Work item: Say how many lines of the listing below hold the word "function". Give only that number.

Data for analysis:
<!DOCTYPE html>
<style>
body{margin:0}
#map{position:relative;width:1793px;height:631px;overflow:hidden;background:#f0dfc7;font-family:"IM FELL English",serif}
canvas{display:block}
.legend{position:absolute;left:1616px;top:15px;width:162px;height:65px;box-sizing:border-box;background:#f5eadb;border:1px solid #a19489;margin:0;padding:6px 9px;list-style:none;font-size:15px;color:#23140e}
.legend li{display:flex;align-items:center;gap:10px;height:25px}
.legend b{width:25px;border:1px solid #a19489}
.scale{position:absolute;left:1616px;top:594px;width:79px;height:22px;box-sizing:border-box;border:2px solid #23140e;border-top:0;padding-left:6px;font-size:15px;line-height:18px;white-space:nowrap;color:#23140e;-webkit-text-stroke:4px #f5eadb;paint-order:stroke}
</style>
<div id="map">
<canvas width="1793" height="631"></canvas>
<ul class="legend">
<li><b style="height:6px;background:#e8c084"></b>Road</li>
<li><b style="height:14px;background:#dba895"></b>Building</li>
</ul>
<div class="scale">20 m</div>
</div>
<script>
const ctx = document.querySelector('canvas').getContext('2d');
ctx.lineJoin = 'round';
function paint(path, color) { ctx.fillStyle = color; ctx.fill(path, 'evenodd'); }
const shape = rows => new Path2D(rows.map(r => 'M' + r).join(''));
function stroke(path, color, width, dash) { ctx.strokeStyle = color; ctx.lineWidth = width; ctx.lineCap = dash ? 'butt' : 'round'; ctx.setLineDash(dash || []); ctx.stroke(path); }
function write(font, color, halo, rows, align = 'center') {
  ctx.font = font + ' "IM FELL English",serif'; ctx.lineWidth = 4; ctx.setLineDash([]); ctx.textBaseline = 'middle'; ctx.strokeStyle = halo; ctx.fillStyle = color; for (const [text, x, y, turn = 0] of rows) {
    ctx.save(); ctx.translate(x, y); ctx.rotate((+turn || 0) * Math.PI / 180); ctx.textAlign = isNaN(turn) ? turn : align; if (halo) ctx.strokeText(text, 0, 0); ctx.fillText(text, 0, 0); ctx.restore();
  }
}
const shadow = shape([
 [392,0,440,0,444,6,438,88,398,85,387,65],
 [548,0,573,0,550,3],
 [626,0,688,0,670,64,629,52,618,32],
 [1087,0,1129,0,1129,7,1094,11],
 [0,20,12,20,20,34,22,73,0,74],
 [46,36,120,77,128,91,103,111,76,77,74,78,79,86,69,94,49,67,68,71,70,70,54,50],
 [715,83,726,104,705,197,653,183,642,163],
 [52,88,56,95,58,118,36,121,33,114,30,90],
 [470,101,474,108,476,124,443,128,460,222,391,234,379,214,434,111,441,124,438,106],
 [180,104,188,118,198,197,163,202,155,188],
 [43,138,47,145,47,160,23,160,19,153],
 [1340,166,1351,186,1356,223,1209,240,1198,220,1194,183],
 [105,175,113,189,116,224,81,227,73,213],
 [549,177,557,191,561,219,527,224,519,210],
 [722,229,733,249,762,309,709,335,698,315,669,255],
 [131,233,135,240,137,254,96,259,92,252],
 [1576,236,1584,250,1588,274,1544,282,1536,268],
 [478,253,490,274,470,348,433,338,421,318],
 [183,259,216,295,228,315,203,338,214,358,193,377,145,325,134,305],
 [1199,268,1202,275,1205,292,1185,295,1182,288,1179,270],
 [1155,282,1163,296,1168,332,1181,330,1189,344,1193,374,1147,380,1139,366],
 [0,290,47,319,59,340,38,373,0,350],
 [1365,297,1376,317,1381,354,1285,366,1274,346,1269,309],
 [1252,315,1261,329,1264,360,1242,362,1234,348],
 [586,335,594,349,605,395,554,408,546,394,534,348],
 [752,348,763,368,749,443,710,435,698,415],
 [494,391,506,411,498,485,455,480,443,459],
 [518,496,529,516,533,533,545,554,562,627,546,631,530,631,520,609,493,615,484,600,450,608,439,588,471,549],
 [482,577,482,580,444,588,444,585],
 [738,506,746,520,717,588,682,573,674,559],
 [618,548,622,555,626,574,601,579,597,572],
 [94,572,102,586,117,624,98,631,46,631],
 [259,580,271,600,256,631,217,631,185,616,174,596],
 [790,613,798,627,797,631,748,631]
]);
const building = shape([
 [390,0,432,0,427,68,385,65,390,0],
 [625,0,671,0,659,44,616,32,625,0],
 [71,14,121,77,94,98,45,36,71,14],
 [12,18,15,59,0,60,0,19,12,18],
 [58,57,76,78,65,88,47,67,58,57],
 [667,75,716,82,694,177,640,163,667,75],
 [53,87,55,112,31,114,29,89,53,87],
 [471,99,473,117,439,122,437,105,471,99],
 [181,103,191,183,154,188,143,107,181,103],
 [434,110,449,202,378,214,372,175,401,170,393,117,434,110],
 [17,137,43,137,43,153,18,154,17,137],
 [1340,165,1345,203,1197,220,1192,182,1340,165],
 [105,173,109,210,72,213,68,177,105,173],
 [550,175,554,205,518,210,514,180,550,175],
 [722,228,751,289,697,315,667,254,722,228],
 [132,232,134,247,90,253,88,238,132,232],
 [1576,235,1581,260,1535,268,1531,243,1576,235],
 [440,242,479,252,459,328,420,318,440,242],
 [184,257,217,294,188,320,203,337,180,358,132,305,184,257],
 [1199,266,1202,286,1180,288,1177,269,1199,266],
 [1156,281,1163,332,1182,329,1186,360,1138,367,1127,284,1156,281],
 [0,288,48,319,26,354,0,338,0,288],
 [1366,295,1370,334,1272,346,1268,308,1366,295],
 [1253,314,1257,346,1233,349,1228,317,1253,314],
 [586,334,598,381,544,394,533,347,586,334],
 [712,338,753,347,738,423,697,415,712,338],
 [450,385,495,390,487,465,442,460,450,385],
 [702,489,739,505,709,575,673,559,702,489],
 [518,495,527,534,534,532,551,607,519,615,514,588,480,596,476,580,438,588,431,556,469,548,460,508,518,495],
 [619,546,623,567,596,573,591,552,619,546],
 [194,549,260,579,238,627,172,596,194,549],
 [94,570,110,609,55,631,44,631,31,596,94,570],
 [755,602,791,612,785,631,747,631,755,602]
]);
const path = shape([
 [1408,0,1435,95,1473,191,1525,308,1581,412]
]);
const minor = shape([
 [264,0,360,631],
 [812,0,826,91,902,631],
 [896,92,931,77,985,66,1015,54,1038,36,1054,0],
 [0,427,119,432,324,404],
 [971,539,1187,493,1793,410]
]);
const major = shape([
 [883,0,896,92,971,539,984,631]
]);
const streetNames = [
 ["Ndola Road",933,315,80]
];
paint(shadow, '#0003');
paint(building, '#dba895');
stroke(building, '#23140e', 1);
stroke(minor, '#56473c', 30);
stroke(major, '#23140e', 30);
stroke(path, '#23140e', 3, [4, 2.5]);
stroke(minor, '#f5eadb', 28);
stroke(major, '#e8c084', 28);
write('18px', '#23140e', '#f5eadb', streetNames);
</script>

Result below: 3